まさか、レオハルトとよりを戻すようなことがあると、心配したのだろうか。そこまで無神経な真似をする男だと思いたくないが、万が一もある。加護の力について知られたくないものだ。
「それで、先ほどの話に戻るが」
コホンと咳払いをされて、ジョアンナは首を傾げそうになった。
「聞いていただろうか。君に、婚約を申し込みたい。もちろん、加護の力について欲しがっていると思ってほしくない」
改めて言われて、ジョアンナはつい背筋を伸ばした。アルヴェールは本気で言っているのだ。胸が温かな気持ちでいっぱいになる。しかし、ジョアンナは自分の現状を思い出して、その気持ちがしぼむのを感じた。
「私は、家を出た身です」
「理解している。だから、噂の真相を聞きたい。襲われたのは君の方なのだろう?」
「それは……」
「真実を教えてくれないか」
噂など信じない。そう言ってくれるアルヴェールにじんわりと胸が熱くなった。
ジョアンナはあの時起きたことを、ゆっくりと思い出すようにアルヴェールに語った。
「魔道具を使ったのは間違いないんだな?」
「ですが、それが私には影響はなく、逆に妹が被害に遭いました。そのせいで血に濡れて、妹は崖下に」
思い出しても寒気がする。力が無さすぎて手から滑り落ちていったが、血に濡れていなければもう少しクリスティーンの体重を支えていられたかもしれないのに。
「君に使おうとして、跳ね返ったのかもしれない。その時もハンカチを持っていなかったか?」
「持っていました。クリスティーンに出かける前に渡そうとして、断られたんです。それで手にしていて」
「妹に渡すはずのハンカチを受け取らず、魔道具を使い、そのハンカチの加護に跳ね返されて自分に当たった。ハンカチをもらっていれば、結果は違っただろう」
「私のハンカチが、魔道具の魔法を跳ね返したと?」
「そうであれば納得できる。その上、原因のレオハルトからも捨てられたか。哀れだな」
アルヴェールの言葉は辛辣だ。顔に傷を作り体も怪我だらけになった。クリスティーンは目覚めても苦しんでいることだろう。クリスティーンの怒りが見えるようだ。そして、母親も、クリスティーンの状況に歯噛みしているに違いない。
「私が、クリスティーンを治せるでしょうか」
ぽそりと言った言葉に、アルヴェールは目を丸くした。
「君が殺されかけたのに、どこまでお人よしなんだ」
「ですが、クリスティーンもレオハルトに騙されたのです」
「そうかもしれないが。レオハルトに騙されたとはいえ、君を傷つけようとした妹だ。治療するにしても、居場所は伝えない方がいい。その時があっても決して二人で会ってはいけない」
次に会うときこそ殺されるかもしれないとはっきり言われて、気落ちしそうになる。けれど、クリスティーンの憤りは計り知れない。
「今はまだ、屋敷を離れている方がいいだろう。

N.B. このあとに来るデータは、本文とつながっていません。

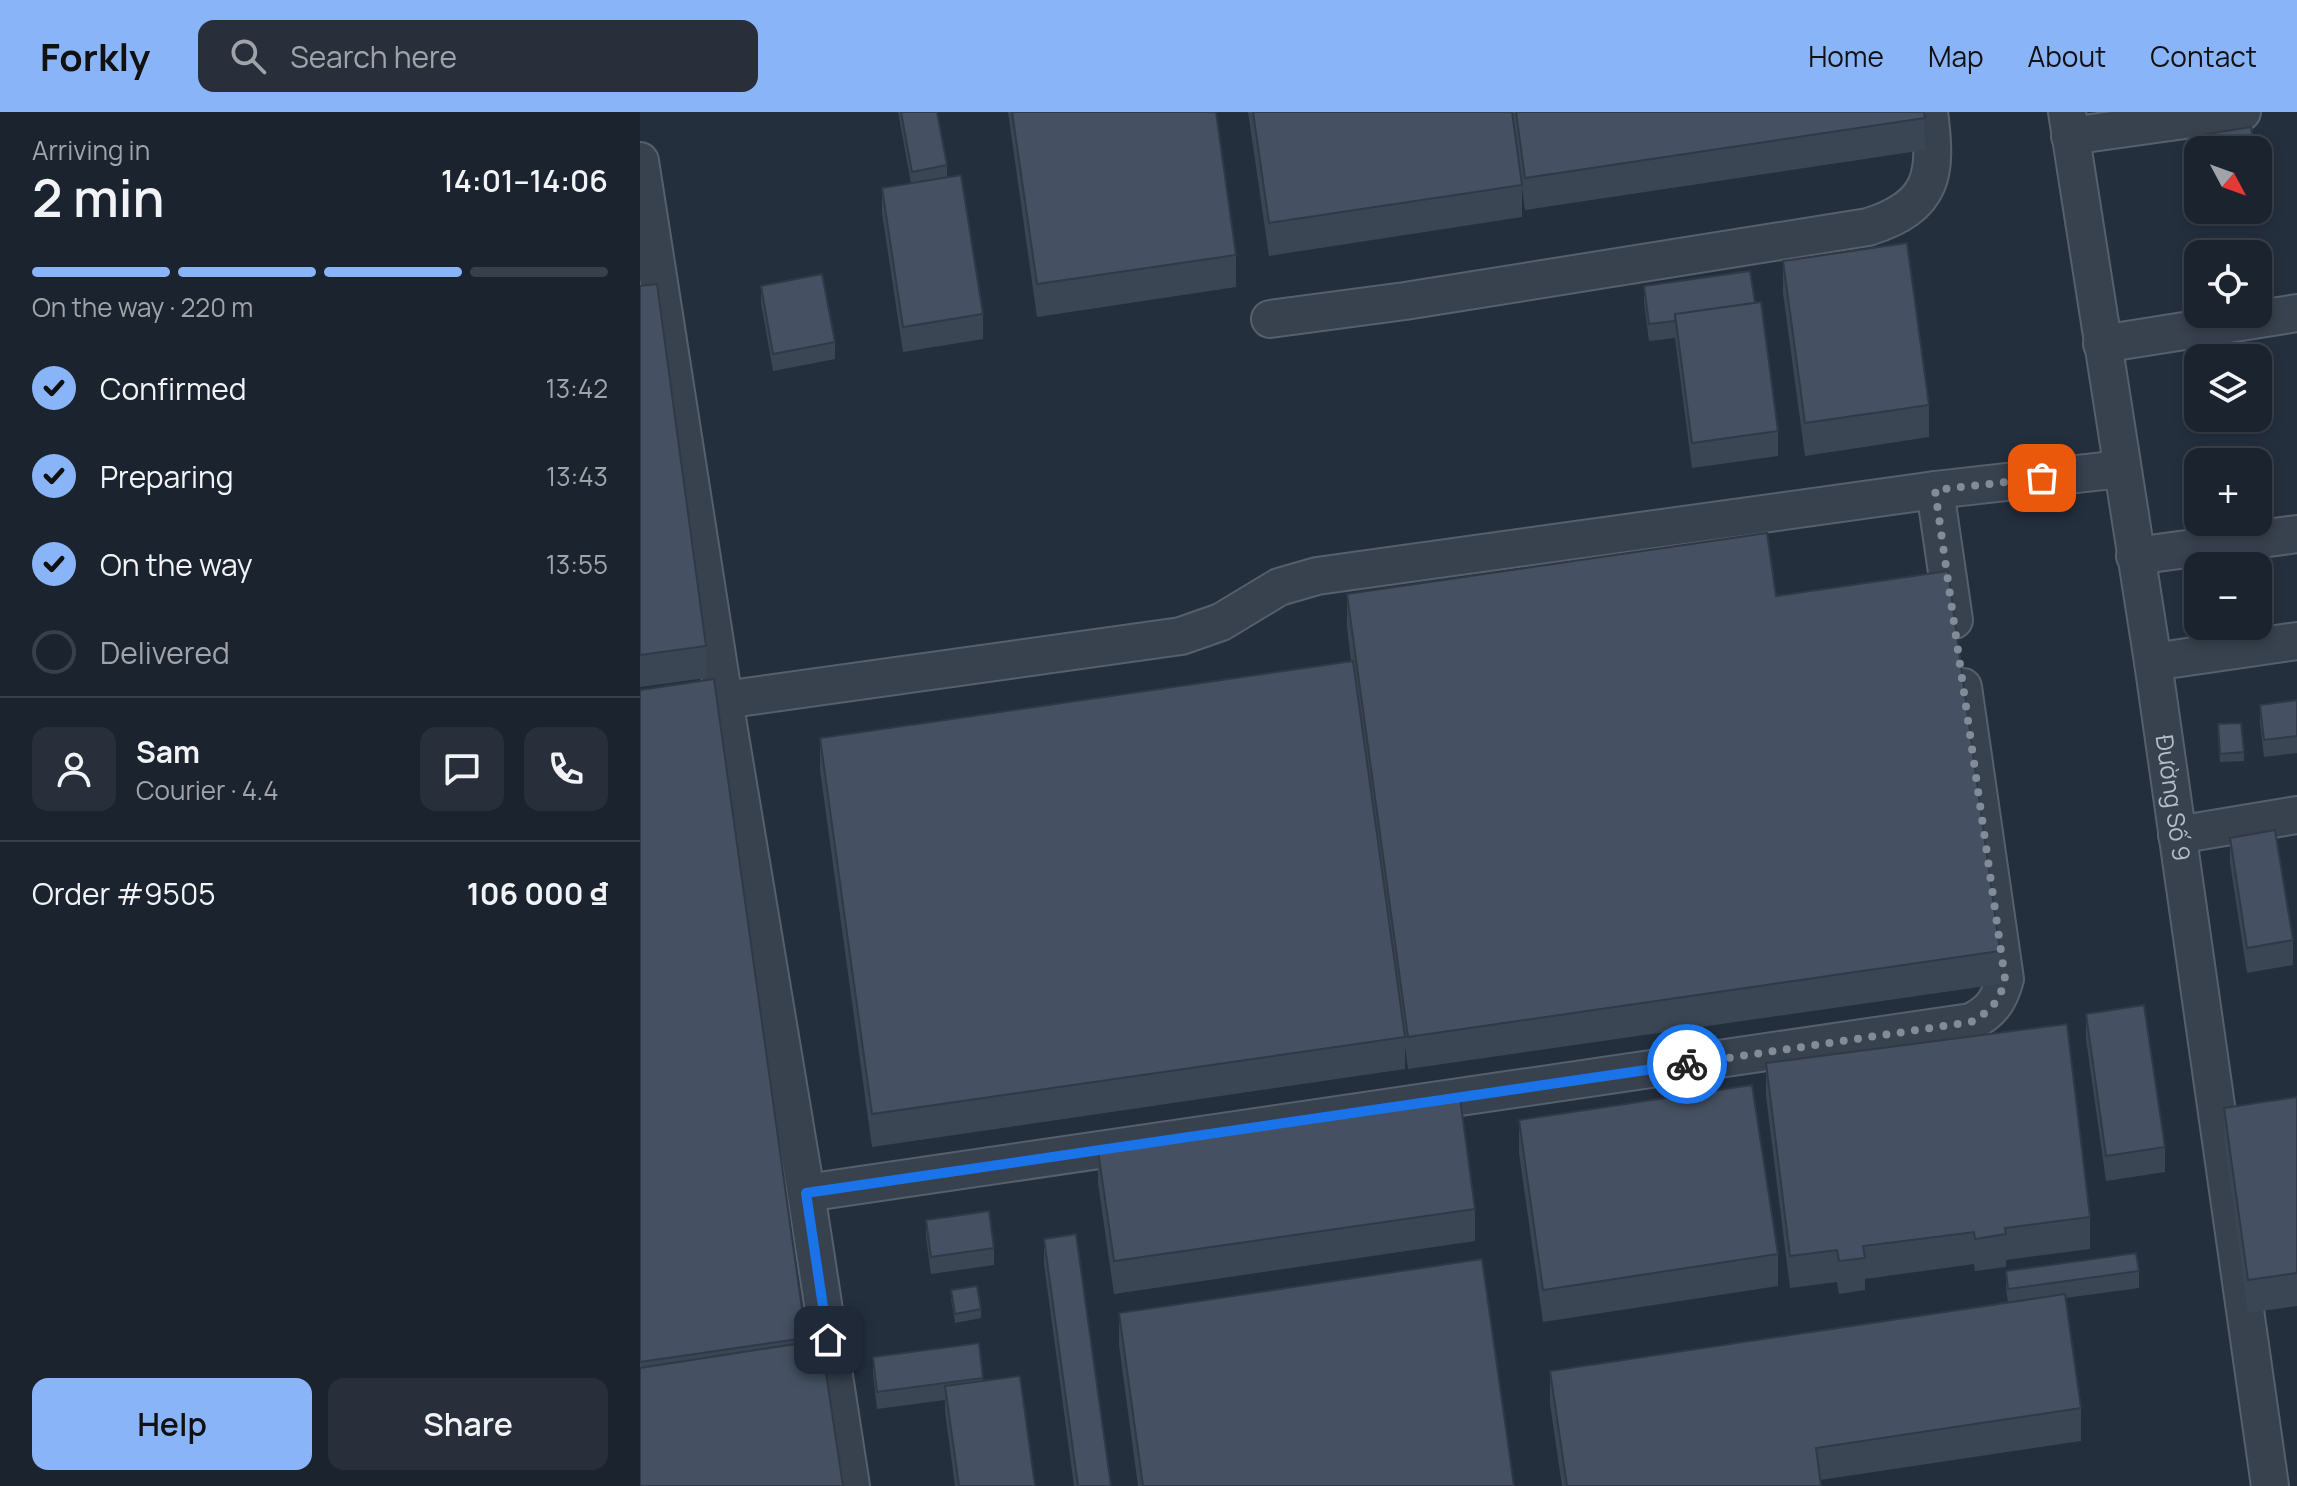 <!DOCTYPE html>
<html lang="en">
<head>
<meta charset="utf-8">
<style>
	body { margin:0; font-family:Manrope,sans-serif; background:#282f3a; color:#f1f3f6; height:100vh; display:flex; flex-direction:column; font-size:30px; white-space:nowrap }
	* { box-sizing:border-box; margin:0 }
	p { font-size:26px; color:#a0a4aa }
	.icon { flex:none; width:44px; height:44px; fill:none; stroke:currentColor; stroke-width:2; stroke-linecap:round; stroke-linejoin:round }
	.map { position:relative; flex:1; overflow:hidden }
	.sheet { display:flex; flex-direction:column; background:#1b232e; width:640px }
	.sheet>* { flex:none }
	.needle { width:52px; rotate:131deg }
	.controls { position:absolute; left:1544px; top:24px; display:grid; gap:16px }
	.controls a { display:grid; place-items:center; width:88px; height:88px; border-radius:16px; background:#1b232e; box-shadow:0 4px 12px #0003,0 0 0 2px #39404a; font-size:40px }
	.pin { position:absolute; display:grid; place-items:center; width:68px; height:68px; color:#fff; margin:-34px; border-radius:16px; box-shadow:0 4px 12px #0006 }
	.courier { position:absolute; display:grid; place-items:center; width:80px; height:80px; margin:-40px; border:6px solid #1a73e8; border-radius:50%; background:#fff; color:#222; box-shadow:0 2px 10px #0007 }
	.head em { font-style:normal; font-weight:600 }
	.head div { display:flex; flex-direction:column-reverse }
	.head { display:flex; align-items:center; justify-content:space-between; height:136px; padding:0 32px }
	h1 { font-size:52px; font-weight:600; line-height:60px }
	.bar { display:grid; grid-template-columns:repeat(4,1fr); gap:12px 8px; align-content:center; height:96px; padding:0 32px }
	.bar i { height:10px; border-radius:6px; background:#39404a }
	.bar .active { background:#8ab4f8 }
	.bar p { grid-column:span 4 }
	.line { display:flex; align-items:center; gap:20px; padding:0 32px; border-top:2px solid #39404a }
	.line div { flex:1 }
	.round { display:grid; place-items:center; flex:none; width:84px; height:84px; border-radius:16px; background:#282f3a }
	ol { padding:0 32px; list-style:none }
	li { display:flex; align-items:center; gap:24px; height:88px }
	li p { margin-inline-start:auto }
	li .icon { padding:8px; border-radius:50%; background:#8ab4f8; color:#111; stroke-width:4 }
	li:last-child { color:#a0a4aa }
	li i { width:44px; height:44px; border:4px solid #39404a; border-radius:50% }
	.primary-button { display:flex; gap:16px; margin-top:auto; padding:16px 32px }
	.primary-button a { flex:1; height:92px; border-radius:16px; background:#8ab4f8; color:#111; font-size:32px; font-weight:600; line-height:92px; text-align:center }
	.primary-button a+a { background:#282f3a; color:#f1f3f6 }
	header { display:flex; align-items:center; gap:48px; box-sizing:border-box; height:112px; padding:0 40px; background:#8ab4f8; color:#111 }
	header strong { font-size:38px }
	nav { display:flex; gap:44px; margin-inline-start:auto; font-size:28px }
	.search { width:560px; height:72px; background:#282f3a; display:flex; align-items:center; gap:20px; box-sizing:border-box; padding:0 28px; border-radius:16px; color:#a0a4aa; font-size:30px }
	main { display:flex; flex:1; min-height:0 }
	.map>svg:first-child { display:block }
</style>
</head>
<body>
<header>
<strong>Forkly</strong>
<div class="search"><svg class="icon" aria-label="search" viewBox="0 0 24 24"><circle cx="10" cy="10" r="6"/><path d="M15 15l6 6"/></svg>Search here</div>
<nav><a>Home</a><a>Map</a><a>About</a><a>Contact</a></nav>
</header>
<main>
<section class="sheet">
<div class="head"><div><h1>2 min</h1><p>Arriving in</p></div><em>14:01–14:06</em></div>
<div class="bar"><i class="active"></i><i class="active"></i><i class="active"></i><i></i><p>On the way · 220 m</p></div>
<ol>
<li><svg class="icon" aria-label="check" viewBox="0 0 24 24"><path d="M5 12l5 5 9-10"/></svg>Confirmed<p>13:42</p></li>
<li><svg class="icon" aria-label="check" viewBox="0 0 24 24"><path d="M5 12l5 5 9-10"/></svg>Preparing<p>13:43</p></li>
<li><svg class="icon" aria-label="check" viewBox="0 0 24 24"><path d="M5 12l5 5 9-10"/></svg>On the way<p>13:55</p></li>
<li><i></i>Delivered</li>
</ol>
<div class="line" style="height:144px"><a class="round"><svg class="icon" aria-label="person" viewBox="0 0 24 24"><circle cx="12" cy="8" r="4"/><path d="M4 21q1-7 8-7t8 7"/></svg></a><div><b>Sam</b><p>Courier · 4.4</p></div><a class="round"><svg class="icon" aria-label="chat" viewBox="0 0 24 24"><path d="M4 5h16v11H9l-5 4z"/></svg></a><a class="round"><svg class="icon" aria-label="phone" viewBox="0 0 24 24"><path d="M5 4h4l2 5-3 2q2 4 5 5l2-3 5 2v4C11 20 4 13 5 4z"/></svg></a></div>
<div class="line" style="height:104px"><div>Order #9505</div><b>106 000 ₫</b></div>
<div class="primary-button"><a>Help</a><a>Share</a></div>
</section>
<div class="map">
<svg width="1657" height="1374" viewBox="0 0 1657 1374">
	<rect width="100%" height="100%" fill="#242f3e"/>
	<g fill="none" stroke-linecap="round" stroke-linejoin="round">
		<!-- minor casing -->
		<g stroke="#565f6c" stroke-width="40">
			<g id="minor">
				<path id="s1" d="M1427 0 1513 550 1630 1374"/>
				<path d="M1430 24 1602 0"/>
				<path d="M0 49 84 588 166 1081 211 1374"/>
				<path d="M630 207 765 189 1228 115C1295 94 1297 61 1289 0"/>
				<path d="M1462 232 1657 201"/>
				<path d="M1295 378 1314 508"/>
				<path d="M1495 444 1657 422"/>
				<path d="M1513 550 1657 529"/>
				<path d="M84 588 541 524 581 510 639 475 677 464 1295 378 1481 357"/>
				<path d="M1537 723 1657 703"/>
				<path d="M166 1081 1331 910C1351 900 1359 889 1365 867L1323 575"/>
			</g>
		</g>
		<!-- minor -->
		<use href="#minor" stroke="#38414e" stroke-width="36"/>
	</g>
	<!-- wall -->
	<path fill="#3b4654" d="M258 0H297L307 53V65L343 202V227L263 240 242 101V76L271 71Z
		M368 0H576L596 143V175L397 205Z
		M608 0H1284L1285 38 885 98 882 75V105L629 144Z
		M1555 24 1558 38V64L1555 41Z
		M1143 149 1289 293V325L1165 344 1143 181Z
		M0 174 66 534V566L0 575Z
		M121 174 195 230V247L133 259 121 191Z
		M1004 174 1115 191 1138 319V344L1052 356 1035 226 1009 229 1004 191Z
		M707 482 1136 484 1360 839V872L768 957 765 934V957L232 1035 180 658V626L711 549 707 515Z
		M0 578 166 1226V1230L0 1374Z
		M1657 588V641L1624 645 1620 610V593Z
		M1578 621 1604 640V649L1580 650Z
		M1590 726 1653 828V853L1607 861 1590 751Z
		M1446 902 1525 1035V1060L1466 1069 1446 927Z
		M1126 951 1450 1105V1137L1366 1148V1155L1335 1159 1334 1152 1225 1167V1178L1199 1182 1197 1170 1150 1176 1126 984Z
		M1657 985V1194L1608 1201 1584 1028V996Z
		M879 1008 1138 1142V1174L903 1210 879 1041Z
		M458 1039 835 1097V1129L474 1182 458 1071Z
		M286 1108 354 1136V1153L291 1162 286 1125Z
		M404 1127 471 1374H434L404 1152Z
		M1366 1159H1499V1176L1425 1186 1441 1296V1329L1180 1368 1181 1374H922L910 1292V1259L1368 1191 1366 1176Z
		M311 1178 341 1197V1206L315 1211 311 1187Z
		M479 1201 874 1374H498L479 1233Z
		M339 1231 343 1269 395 1374H315L305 1299V1288L237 1297 233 1262V1245Z"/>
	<!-- building -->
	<path fill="#455162" stroke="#303945" stroke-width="2" d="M261 0H297L307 53 272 60Z
		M372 0H576L596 143 397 172Z
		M613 0H872L882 73 629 111Z
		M876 0H1284L1285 6 885 66Z
		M1611 15 1615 38H1558V47L1555 24Z
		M321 63 343 202 263 215 242 76Z
		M1267 131 1289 293 1165 311 1143 149Z
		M1110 159 1115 191 1035 202V209L1009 212 1004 174Z
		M182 162 195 230 133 242 121 174Z
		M17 172 66 534 0 543V174Z
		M1121 190 1138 319 1052 331 1035 202Z
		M1127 421 1136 484 1308 459 1360 839 768 925 707 482Z
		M713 549 765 925 232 1002 180 626Z
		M74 567 166 1226 0 1250V578Z
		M1657 588V624L1624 628 1620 593Z
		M1601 611 1604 640 1580 642 1578 612Z
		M1635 718 1653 828 1607 836 1590 726Z
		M1504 893 1525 1035 1466 1044 1446 902Z
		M1427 912 1450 1105 1365 1116 1366 1122 1335 1127 1334 1120 1223 1134 1225 1146 1199 1149 1197 1138 1150 1144 1126 951Z
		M1112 973 1138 1142 903 1178 879 1008Z
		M1657 985V1161L1608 1168 1584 996Z
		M820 986 835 1097 474 1149 458 1039Z
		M349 1099 354 1136 291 1145 286 1108Z
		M436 1122 471 1374H438L404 1127Z
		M1496 1141 1499 1159 1368 1177 1366 1159Z
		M842 1147 874 1374H503L479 1201Z
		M337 1174 341 1197 315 1202 311 1178Z
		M1425 1182 1441 1296 1176 1336 1181 1374H927L910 1259Z
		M181 1228 203 1374H0V1256Z
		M339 1231 343 1266 237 1280 233 1245Z
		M380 1264 395 1374H319L305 1274Z"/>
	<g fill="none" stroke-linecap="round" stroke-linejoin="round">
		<!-- done -->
		<path stroke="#828b98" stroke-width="8" stroke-dasharray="0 14.4" d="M1047 952 1331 910C1351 899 1360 889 1365 867L1295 378 1402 366"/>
		<!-- route -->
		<path stroke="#1a73e8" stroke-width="10" d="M188 1228 166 1081 1047 952"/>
	</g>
	<g text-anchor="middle" stroke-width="6" stroke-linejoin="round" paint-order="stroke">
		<!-- street labels -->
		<g font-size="24" fill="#b4bcc9" stroke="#1d2633">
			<text dy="8" stroke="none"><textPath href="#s1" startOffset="694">Đường Số 9</textPath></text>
		</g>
	</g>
</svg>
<div class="controls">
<a><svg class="needle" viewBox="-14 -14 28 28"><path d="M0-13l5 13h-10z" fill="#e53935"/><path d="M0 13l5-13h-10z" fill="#a0a4aa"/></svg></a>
<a><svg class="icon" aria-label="locate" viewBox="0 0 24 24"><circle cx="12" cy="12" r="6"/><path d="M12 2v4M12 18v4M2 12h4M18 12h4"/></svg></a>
<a><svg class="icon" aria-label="layers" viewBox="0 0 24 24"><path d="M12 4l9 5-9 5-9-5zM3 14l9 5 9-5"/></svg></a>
<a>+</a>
<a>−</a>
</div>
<div class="pin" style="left:1402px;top:366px;background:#ea580c"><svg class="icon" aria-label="bag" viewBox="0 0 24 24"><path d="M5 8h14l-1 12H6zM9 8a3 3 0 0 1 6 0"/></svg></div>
<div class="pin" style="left:188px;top:1228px;background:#1f2937"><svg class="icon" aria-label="home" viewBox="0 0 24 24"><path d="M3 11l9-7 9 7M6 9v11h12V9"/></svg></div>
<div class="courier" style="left:1047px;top:952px"><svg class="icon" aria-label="bike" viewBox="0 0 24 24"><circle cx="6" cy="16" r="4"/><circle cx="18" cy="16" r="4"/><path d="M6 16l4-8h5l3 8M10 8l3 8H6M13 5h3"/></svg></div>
</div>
</main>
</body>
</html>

とはいえ、このままブティックで加護を与えながら商品を作るのも危険だ。商品を作るなとは言わないが、続ける気ならば、この屋敷で行わないか?」
「この屋敷で、ですか??」
「保護させてほしい。できるならば婚約がいいのだが、急に言われて戸惑いもあるだろう。しかし、君の力を知った今、魔法を制御できるようになるまでは、ギルメット家で君を保護したい。君が嫌なら別の手を考えるが」
「嫌などと、むしろ、そんなことをされては、ご迷惑が」
「迷惑など。君に了解を得られたら、ラスペード家に断りに行くつもりだった。そうすればこの屋敷に滞在できるから」
アルヴェールは婚約を望んでいるが、考える間だけでもギルメット家に滞在しないかと勧めた。いつ商品に加護がかかっているか気づかれるかわからない。魔法を教えてくれるとは言ったが、そのことを提案するために屋敷に呼んだことも申し訳なさそうに口にした。時間をかけて話すつもりが、エスターが現れたため、急な話なってしまったと言って。
「少し、考えさせていただけないでしょうか」
言えたのはそこまでで、アルヴェールは当然の答えだと、静かに微笑んだ。